---- Material to process
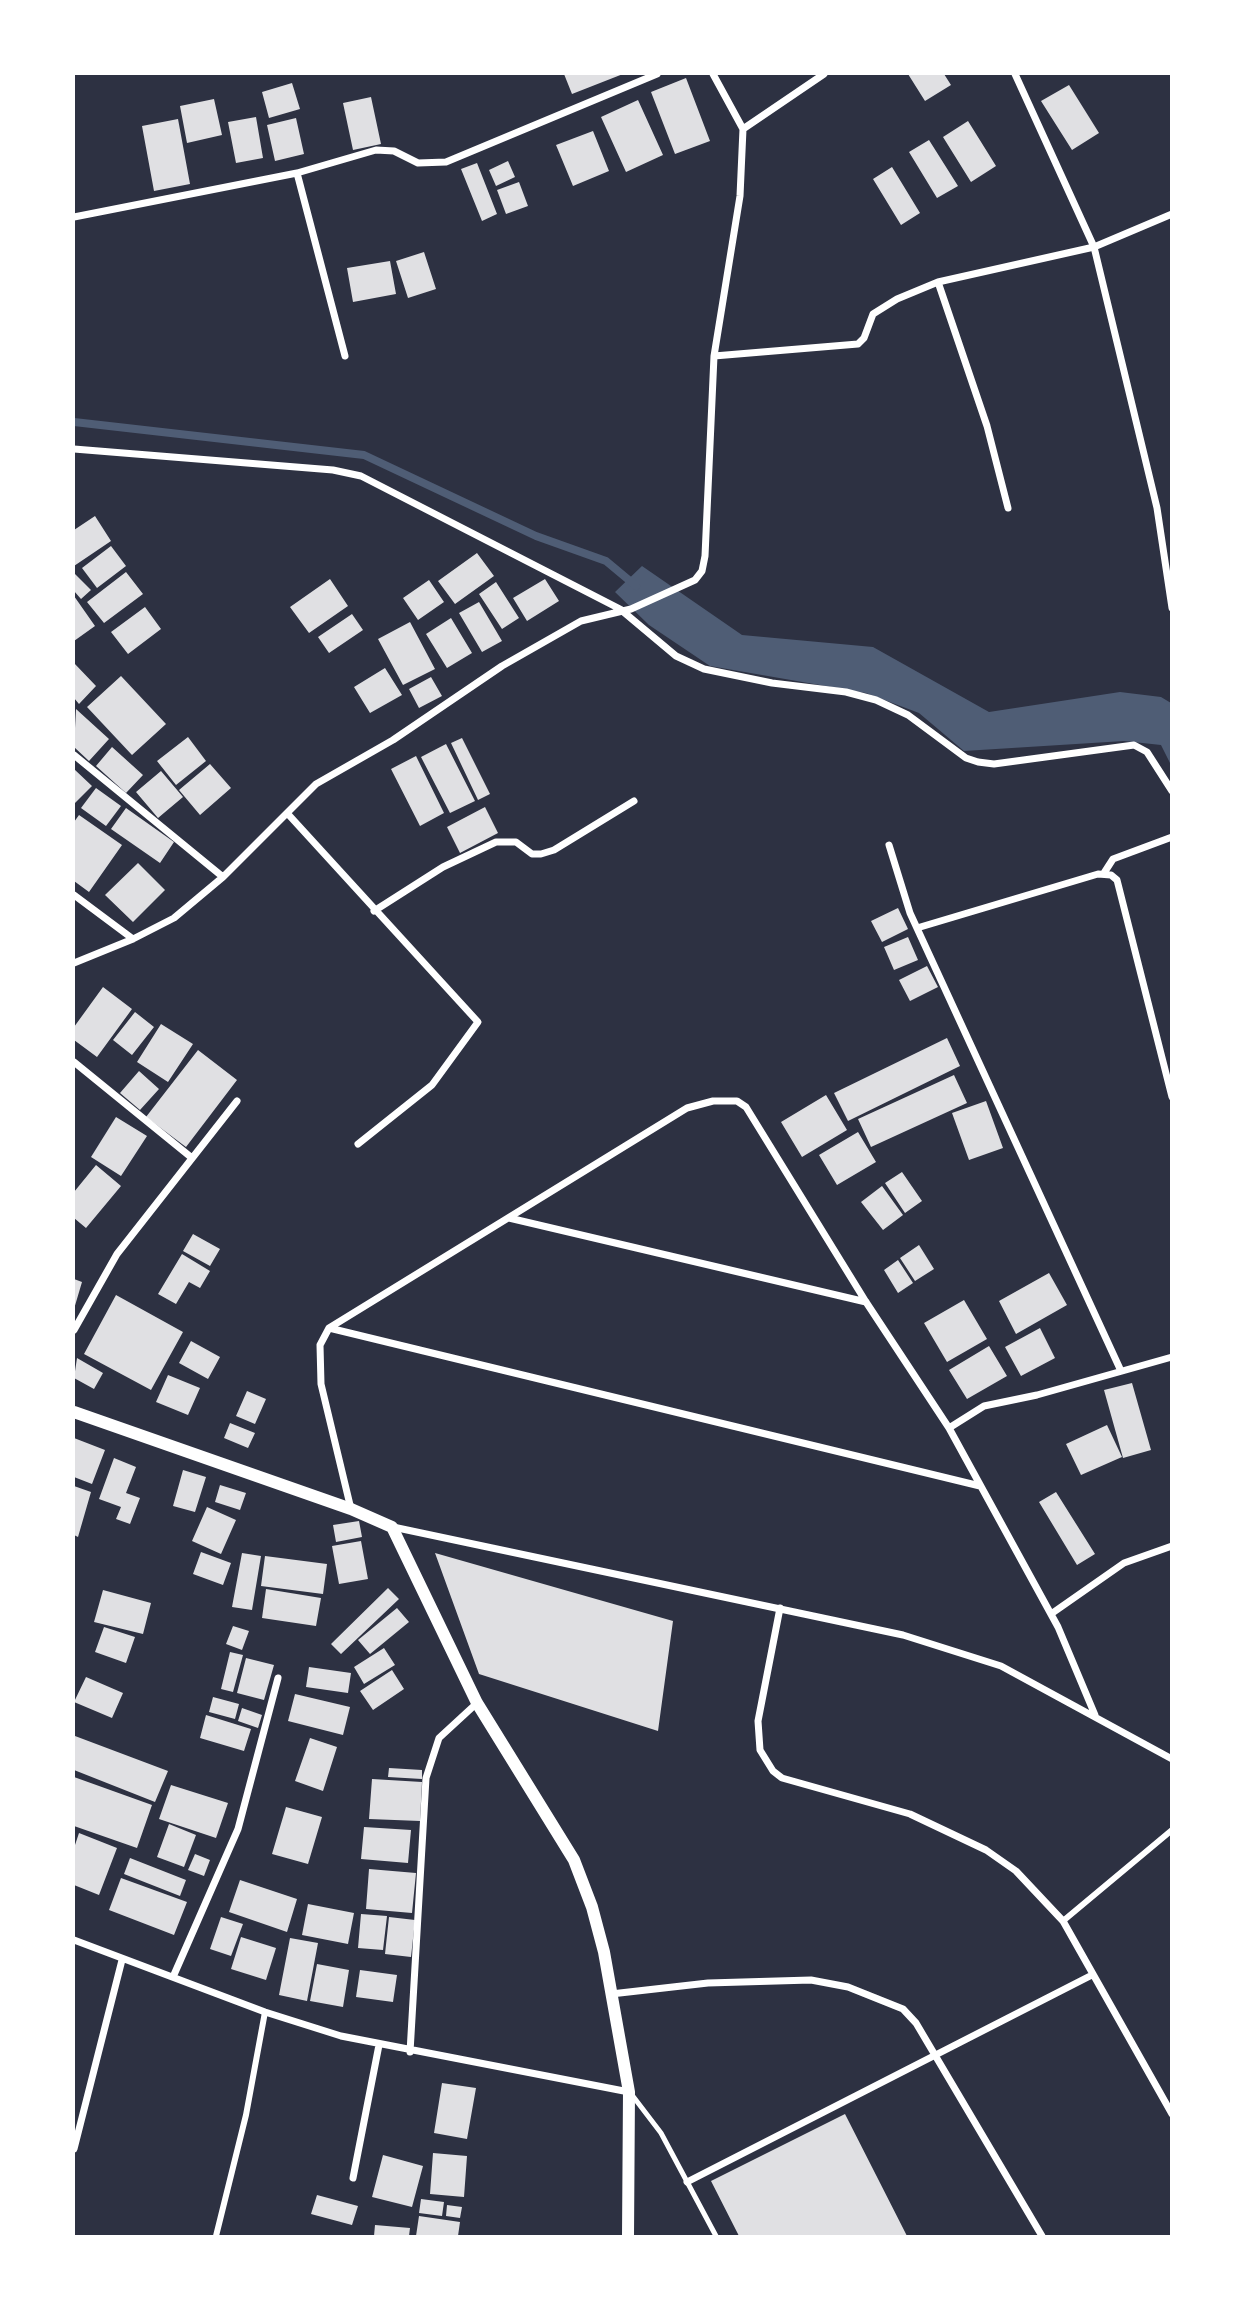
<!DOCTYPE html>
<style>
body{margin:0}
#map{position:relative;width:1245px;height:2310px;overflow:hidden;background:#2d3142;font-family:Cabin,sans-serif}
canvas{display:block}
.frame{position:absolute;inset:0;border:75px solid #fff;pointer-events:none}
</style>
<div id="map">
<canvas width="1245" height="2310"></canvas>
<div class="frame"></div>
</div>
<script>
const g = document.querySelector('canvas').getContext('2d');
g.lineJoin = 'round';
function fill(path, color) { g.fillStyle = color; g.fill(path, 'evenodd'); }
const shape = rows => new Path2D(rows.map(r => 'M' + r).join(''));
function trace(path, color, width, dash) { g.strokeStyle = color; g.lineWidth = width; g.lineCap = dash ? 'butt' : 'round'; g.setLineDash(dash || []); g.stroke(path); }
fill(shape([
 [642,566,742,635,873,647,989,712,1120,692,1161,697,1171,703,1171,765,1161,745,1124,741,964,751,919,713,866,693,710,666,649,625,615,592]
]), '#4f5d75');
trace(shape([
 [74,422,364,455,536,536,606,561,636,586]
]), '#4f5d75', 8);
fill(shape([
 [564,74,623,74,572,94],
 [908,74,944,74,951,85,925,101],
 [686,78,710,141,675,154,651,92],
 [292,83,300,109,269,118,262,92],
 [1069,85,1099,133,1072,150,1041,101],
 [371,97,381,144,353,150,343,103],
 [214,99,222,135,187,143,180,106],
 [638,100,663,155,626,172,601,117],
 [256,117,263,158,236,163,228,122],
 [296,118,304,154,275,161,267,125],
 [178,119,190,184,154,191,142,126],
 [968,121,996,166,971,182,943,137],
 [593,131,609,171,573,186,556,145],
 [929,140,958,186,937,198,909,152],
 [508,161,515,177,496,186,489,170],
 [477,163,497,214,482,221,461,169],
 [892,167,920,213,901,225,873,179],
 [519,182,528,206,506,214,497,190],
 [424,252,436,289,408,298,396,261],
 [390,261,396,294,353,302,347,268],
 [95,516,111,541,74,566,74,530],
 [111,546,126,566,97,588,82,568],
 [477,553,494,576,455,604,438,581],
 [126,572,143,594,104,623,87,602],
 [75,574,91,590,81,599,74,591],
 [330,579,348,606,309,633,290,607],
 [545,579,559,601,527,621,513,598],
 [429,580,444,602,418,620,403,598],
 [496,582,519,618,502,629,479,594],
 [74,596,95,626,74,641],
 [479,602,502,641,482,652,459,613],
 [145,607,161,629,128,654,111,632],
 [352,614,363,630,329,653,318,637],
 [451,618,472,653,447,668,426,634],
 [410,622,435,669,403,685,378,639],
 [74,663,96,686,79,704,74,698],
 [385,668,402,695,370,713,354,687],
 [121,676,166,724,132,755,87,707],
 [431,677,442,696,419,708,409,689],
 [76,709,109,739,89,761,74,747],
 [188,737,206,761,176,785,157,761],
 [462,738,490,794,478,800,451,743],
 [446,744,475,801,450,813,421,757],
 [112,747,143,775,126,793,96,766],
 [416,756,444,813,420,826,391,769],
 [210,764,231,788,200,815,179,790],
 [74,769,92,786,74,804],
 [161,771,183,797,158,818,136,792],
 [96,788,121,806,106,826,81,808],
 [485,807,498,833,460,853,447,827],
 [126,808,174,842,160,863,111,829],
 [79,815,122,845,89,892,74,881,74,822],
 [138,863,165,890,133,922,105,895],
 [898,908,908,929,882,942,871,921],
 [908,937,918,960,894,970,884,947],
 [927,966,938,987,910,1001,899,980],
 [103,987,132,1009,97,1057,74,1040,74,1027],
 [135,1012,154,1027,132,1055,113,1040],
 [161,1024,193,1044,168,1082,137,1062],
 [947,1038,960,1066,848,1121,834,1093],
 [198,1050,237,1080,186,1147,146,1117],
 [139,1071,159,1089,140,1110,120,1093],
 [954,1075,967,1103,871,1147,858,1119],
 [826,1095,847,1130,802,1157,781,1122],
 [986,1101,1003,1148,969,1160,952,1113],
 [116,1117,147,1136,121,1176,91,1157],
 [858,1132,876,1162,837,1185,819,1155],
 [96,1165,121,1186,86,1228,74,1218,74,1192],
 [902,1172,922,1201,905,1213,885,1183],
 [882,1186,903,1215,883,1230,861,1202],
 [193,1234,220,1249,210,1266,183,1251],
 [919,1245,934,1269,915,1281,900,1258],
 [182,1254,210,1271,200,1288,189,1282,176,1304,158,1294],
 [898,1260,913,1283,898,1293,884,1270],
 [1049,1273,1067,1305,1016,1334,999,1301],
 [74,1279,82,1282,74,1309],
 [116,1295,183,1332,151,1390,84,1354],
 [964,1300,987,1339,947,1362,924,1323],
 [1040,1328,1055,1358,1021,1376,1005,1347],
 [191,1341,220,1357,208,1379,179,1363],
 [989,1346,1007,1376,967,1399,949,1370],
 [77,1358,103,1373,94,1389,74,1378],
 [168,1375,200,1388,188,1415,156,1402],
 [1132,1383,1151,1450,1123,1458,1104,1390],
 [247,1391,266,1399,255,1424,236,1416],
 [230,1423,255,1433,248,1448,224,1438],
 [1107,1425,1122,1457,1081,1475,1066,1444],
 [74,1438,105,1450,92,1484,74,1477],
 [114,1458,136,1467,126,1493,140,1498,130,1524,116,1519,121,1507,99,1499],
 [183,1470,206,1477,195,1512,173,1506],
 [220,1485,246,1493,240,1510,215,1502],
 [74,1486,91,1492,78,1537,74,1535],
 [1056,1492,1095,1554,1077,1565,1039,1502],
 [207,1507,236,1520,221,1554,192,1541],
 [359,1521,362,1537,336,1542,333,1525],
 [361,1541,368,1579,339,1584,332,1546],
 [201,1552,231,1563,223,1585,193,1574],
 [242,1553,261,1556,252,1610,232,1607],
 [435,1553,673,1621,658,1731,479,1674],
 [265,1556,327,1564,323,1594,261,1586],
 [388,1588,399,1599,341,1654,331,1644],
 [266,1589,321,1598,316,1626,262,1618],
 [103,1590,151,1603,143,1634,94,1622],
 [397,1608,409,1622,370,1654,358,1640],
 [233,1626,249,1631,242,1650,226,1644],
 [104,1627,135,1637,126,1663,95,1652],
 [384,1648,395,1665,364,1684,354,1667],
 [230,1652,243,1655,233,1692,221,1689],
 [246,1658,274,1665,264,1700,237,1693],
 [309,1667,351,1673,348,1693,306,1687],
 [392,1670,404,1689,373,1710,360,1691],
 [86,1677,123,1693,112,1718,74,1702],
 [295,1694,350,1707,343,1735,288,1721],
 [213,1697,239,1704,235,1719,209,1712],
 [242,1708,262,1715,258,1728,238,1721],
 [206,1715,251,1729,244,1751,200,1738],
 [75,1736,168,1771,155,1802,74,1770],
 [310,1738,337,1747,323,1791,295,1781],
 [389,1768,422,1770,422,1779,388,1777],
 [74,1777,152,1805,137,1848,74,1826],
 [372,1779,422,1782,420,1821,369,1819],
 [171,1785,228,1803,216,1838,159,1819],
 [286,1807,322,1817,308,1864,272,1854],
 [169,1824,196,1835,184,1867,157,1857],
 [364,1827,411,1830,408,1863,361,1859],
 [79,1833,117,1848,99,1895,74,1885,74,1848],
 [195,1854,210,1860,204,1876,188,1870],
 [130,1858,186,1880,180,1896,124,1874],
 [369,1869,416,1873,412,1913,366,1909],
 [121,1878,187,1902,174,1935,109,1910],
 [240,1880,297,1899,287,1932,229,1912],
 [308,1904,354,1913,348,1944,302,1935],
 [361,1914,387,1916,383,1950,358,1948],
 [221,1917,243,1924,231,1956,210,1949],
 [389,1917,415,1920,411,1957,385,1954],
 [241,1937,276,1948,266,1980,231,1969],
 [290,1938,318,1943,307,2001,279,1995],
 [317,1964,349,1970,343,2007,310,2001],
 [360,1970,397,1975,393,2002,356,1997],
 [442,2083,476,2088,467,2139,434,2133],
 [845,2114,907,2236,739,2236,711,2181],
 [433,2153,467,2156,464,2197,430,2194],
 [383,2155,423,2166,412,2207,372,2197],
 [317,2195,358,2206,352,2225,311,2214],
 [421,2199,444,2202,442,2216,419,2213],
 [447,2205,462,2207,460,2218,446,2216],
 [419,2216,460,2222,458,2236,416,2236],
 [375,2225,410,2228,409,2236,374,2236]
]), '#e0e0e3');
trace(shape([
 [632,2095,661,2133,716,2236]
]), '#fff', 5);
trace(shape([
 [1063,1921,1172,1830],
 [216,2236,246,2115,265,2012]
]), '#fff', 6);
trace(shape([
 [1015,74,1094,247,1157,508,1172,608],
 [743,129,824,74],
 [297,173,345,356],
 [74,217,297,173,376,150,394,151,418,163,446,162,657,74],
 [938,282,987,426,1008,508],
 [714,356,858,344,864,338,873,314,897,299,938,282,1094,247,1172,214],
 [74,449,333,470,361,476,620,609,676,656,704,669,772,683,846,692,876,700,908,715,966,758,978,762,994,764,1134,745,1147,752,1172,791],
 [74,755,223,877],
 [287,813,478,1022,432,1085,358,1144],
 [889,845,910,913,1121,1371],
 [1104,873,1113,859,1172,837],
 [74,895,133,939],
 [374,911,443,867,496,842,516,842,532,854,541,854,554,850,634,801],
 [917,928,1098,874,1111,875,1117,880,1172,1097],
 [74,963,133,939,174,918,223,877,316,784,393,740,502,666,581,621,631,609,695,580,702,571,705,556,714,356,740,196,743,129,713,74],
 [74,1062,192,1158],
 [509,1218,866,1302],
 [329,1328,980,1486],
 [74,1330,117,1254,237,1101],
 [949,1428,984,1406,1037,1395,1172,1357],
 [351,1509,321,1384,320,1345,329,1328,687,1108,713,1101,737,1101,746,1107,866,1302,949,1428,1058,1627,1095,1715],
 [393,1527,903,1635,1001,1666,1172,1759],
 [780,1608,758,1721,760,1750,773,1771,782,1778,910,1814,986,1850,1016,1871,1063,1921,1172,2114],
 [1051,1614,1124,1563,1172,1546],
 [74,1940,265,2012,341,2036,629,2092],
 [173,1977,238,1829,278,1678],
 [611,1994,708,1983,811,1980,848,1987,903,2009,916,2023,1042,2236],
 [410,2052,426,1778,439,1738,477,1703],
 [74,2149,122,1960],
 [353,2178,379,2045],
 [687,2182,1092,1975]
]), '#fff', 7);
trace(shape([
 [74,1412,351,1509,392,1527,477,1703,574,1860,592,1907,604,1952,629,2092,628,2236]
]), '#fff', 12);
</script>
--------
---- Material to process
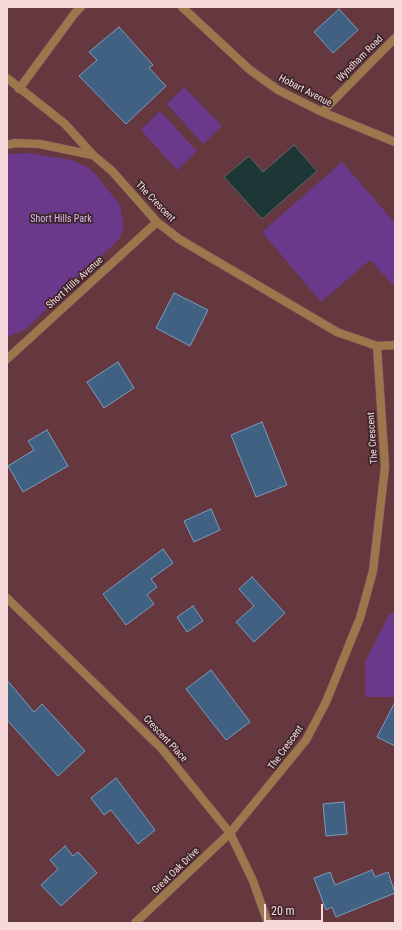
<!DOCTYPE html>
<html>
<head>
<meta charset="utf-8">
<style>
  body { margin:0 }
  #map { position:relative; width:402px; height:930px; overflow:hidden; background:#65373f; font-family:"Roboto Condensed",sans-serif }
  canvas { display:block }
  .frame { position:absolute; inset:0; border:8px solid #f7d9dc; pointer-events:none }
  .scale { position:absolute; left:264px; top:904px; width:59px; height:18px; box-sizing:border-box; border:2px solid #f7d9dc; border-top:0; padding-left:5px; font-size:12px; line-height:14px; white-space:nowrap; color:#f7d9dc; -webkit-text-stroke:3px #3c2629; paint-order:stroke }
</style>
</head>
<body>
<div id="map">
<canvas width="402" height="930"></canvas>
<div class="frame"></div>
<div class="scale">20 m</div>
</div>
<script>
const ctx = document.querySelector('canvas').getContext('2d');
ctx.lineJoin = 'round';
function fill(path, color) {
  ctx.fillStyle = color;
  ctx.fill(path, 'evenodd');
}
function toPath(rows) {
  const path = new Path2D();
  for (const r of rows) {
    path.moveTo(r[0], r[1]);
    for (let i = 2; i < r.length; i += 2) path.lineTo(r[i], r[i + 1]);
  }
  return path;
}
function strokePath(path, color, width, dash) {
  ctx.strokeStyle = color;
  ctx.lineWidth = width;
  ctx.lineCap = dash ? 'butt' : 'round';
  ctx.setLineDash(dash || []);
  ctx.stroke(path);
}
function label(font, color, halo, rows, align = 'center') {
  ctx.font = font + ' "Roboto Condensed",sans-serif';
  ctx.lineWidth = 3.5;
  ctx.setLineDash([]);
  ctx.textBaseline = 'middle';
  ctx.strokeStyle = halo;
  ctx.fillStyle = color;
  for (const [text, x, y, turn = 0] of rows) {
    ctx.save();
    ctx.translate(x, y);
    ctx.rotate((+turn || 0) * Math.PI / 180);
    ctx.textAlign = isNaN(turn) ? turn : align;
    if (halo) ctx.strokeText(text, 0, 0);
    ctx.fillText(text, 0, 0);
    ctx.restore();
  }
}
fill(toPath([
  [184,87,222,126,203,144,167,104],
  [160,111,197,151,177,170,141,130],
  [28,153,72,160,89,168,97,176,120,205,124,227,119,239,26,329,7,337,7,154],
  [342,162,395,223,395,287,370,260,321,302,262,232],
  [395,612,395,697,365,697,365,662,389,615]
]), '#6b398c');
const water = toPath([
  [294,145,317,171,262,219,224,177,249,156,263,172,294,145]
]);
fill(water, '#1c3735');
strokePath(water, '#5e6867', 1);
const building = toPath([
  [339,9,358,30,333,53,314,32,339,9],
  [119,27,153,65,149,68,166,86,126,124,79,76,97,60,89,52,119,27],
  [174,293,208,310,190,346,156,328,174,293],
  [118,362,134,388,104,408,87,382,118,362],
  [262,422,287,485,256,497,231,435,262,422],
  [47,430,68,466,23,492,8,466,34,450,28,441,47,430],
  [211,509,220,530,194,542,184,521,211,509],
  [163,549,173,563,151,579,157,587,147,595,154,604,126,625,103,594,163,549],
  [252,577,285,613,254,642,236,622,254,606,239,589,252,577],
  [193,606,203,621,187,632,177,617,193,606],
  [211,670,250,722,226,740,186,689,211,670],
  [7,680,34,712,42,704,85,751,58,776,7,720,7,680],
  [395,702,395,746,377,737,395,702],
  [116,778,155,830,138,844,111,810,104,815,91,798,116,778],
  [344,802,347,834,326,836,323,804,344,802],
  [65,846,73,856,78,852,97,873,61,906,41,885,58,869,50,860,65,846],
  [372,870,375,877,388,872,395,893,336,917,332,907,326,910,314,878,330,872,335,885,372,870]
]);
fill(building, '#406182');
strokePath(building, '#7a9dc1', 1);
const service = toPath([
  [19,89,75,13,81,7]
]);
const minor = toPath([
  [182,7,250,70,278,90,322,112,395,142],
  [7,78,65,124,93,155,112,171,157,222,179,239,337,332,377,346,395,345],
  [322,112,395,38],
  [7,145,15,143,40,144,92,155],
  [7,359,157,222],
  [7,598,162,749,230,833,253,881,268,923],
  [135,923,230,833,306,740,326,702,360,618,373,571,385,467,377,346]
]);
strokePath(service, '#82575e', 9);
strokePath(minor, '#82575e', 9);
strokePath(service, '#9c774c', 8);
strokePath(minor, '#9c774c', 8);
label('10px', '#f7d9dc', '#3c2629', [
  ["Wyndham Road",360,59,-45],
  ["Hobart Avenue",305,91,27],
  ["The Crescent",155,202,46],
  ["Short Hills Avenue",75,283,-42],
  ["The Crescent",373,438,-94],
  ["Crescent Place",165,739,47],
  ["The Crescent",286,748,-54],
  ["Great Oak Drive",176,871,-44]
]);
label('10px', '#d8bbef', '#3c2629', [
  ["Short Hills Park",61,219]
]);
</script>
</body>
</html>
--------
- Work task:
Work out how many lines in the data contain "lineJoin" and state that number with nothing added.

- Answer box:
2